What is required: Print the listing again exactly, leaving nothing out.

◆ ◆ ◆ ◆ ◆

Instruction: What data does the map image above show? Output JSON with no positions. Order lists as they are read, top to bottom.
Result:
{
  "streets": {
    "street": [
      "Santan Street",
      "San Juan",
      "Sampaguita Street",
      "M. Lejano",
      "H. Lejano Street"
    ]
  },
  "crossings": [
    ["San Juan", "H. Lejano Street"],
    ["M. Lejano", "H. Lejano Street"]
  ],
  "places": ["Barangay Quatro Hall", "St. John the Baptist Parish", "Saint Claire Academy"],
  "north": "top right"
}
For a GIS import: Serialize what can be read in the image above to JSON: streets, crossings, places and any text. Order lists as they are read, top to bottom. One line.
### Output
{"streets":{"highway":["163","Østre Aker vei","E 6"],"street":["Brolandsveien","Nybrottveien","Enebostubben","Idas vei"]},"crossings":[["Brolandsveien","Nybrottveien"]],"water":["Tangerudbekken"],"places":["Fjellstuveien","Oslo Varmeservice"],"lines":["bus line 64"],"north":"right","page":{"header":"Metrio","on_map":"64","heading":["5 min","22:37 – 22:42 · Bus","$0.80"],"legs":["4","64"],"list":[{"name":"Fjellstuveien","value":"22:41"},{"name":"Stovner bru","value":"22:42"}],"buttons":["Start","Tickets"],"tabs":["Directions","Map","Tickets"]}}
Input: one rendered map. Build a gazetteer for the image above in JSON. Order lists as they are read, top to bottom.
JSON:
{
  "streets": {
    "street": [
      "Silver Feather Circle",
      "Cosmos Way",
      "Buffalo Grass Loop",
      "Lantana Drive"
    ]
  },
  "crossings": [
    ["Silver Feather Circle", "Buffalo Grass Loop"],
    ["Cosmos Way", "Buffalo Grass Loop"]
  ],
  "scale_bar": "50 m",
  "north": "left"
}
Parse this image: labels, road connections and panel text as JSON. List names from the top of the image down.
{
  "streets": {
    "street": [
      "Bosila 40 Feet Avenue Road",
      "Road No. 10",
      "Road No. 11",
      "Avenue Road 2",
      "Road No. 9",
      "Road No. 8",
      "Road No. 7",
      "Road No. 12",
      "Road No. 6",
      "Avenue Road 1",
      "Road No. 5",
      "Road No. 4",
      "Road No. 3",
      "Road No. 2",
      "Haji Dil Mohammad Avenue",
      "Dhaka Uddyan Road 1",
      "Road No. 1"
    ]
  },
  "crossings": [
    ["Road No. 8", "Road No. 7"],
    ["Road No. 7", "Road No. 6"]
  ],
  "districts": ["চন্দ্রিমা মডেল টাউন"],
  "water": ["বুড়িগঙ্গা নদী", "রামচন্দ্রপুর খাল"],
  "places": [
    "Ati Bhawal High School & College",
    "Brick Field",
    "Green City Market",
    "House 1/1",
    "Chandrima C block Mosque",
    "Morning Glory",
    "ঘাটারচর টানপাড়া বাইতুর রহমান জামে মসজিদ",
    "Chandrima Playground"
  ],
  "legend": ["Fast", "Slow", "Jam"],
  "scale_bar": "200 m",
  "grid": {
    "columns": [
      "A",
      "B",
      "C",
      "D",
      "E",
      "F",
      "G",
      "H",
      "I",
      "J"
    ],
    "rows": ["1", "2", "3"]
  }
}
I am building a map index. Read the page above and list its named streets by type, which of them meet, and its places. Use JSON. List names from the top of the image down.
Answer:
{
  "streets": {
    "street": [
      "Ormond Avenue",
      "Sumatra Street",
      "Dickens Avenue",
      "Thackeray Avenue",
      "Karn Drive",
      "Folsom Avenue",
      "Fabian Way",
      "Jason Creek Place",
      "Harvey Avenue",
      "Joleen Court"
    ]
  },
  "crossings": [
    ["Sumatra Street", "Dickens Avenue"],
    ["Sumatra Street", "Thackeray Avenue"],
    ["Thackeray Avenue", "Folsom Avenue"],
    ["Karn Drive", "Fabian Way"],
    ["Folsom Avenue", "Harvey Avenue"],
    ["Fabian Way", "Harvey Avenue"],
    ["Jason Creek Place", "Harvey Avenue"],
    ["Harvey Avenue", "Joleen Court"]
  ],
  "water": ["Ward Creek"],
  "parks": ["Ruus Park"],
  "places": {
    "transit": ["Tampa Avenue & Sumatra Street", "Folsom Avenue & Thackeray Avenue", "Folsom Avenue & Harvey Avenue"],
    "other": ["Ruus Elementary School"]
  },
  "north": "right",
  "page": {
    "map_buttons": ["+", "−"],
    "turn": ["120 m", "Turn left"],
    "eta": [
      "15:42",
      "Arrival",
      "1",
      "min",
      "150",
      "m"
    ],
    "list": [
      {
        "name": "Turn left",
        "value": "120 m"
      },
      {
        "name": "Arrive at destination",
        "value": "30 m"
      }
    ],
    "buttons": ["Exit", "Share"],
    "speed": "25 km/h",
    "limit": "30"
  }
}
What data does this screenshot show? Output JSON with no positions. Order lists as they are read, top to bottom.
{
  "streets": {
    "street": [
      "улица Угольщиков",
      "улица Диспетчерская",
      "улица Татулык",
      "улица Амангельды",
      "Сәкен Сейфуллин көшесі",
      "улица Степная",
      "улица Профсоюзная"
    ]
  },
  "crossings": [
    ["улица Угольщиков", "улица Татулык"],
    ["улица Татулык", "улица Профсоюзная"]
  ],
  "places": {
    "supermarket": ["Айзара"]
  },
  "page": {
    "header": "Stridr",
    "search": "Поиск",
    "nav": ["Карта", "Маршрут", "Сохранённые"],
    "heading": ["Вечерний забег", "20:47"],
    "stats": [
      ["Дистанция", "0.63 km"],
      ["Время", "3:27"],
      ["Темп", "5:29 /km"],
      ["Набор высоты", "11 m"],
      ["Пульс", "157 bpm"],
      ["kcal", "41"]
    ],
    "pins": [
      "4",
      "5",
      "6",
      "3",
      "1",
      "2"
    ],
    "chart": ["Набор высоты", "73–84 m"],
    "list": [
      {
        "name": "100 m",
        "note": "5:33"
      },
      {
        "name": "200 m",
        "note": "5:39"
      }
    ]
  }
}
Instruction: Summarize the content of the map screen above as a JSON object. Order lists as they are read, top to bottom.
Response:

◆ ◆ ◆ ◆ ◆

Problem solution:
Instruction: What data does the map image above show? Output JSON with no positions. Order lists as they are read, top to bottom.
Result:
{
  "streets": {
    "street": [
      "Santan Street",
      "San Juan",
      "Sampaguita Street",
      "M. Lejano",
      "H. Lejano Street"
    ]
  },
  "crossings": [
    ["San Juan", "H. Lejano Street"],
    ["M. Lejano", "H. Lejano Street"]
  ],
  "places": ["Barangay Quatro Hall", "St. John the Baptist Parish", "Saint Claire Academy"],
  "north": "top right"
}
For a GIS import: Serialize what can be read in the image above to JSON: streets, crossings, places and any text. Order lists as they are read, top to bottom. One line.
### Output
{"streets":{"highway":["163","Østre Aker vei","E 6"],"street":["Brolandsveien","Nybrottveien","Enebostubben","Idas vei"]},"crossings":[["Brolandsveien","Nybrottveien"]],"water":["Tangerudbekken"],"places":["Fjellstuveien","Oslo Varmeservice"],"lines":["bus line 64"],"north":"right","page":{"header":"Metrio","on_map":"64","heading":["5 min","22:37 – 22:42 · Bus","$0.80"],"legs":["4","64"],"list":[{"name":"Fjellstuveien","value":"22:41"},{"name":"Stovner bru","value":"22:42"}],"buttons":["Start","Tickets"],"tabs":["Directions","Map","Tickets"]}}
Input: one rendered map. Build a gazetteer for the image above in JSON. Order lists as they are read, top to bottom.
JSON:
{
  "streets": {
    "street": [
      "Silver Feather Circle",
      "Cosmos Way",
      "Buffalo Grass Loop",
      "Lantana Drive"
    ]
  },
  "crossings": [
    ["Silver Feather Circle", "Buffalo Grass Loop"],
    ["Cosmos Way", "Buffalo Grass Loop"]
  ],
  "scale_bar": "50 m",
  "north": "left"
}
Parse this image: labels, road connections and panel text as JSON. List names from the top of the image down.
{
  "streets": {
    "street": [
      "Bosila 40 Feet Avenue Road",
      "Road No. 10",
      "Road No. 11",
      "Avenue Road 2",
      "Road No. 9",
      "Road No. 8",
      "Road No. 7",
      "Road No. 12",
      "Road No. 6",
      "Avenue Road 1",
      "Road No. 5",
      "Road No. 4",
      "Road No. 3",
      "Road No. 2",
      "Haji Dil Mohammad Avenue",
      "Dhaka Uddyan Road 1",
      "Road No. 1"
    ]
  },
  "crossings": [
    ["Road No. 8", "Road No. 7"],
    ["Road No. 7", "Road No. 6"]
  ],
  "districts": ["চন্দ্রিমা মডেল টাউন"],
  "water": ["বুড়িগঙ্গা নদী", "রামচন্দ্রপুর খাল"],
  "places": [
    "Ati Bhawal High School & College",
    "Brick Field",
    "Green City Market",
    "House 1/1",
    "Chandrima C block Mosque",
    "Morning Glory",
    "ঘাটারচর টানপাড়া বাইতুর রহমান জামে মসজিদ",
    "Chandrima Playground"
  ],
  "legend": ["Fast", "Slow", "Jam"],
  "scale_bar": "200 m",
  "grid": {
    "columns": [
      "A",
      "B",
      "C",
      "D",
      "E",
      "F",
      "G",
      "H",
      "I",
      "J"
    ],
    "rows": ["1", "2", "3"]
  }
}
I am building a map index. Read the page above and list its named streets by type, which of them meet, and its places. Use JSON. List names from the top of the image down.
Answer:
{
  "streets": {
    "street": [
      "Ormond Avenue",
      "Sumatra Street",
      "Dickens Avenue",
      "Thackeray Avenue",
      "Karn Drive",
      "Folsom Avenue",
      "Fabian Way",
      "Jason Creek Place",
      "Harvey Avenue",
      "Joleen Court"
    ]
  },
  "crossings": [
    ["Sumatra Street", "Dickens Avenue"],
    ["Sumatra Street", "Thackeray Avenue"],
    ["Thackeray Avenue", "Folsom Avenue"],
    ["Karn Drive", "Fabian Way"],
    ["Folsom Avenue", "Harvey Avenue"],
    ["Fabian Way", "Harvey Avenue"],
    ["Jason Creek Place", "Harvey Avenue"],
    ["Harvey Avenue", "Joleen Court"]
  ],
  "water": ["Ward Creek"],
  "parks": ["Ruus Park"],
  "places": {
    "transit": ["Tampa Avenue & Sumatra Street", "Folsom Avenue & Thackeray Avenue", "Folsom Avenue & Harvey Avenue"],
    "other": ["Ruus Elementary School"]
  },
  "north": "right",
  "page": {
    "map_buttons": ["+", "−"],
    "turn": ["120 m", "Turn left"],
    "eta": [
      "15:42",
      "Arrival",
      "1",
      "min",
      "150",
      "m"
    ],
    "list": [
      {
        "name": "Turn left",
        "value": "120 m"
      },
      {
        "name": "Arrive at destination",
        "value": "30 m"
      }
    ],
    "buttons": ["Exit", "Share"],
    "speed": "25 km/h",
    "limit": "30"
  }
}
What data does this screenshot show? Output JSON with no positions. Order lists as they are read, top to bottom.
{
  "streets": {
    "street": [
      "улица Угольщиков",
      "улица Диспетчерская",
      "улица Татулык",
      "улица Амангельды",
      "Сәкен Сейфуллин көшесі",
      "улица Степная",
      "улица Профсоюзная"
    ]
  },
  "crossings": [
    ["улица Угольщиков", "улица Татулык"],
    ["улица Татулык", "улица Профсоюзная"]
  ],
  "places": {
    "supermarket": ["Айзара"]
  },
  "page": {
    "header": "Stridr",
    "search": "Поиск",
    "nav": ["Карта", "Маршрут", "Сохранённые"],
    "heading": ["Вечерний забег", "20:47"],
    "stats": [
      ["Дистанция", "0.63 km"],
      ["Время", "3:27"],
      ["Темп", "5:29 /km"],
      ["Набор высоты", "11 m"],
      ["Пульс", "157 bpm"],
      ["kcal", "41"]
    ],
    "pins": [
      "4",
      "5",
      "6",
      "3",
      "1",
      "2"
    ],
    "chart": ["Набор высоты", "73–84 m"],
    "list": [
      {
        "name": "100 m",
        "note": "5:33"
      },
      {
        "name": "200 m",
        "note": "5:39"
      }
    ]
  }
}
Instruction: Summarize the content of the map screen above as a JSON object. Order lists as they are read, top to bottom.
Response:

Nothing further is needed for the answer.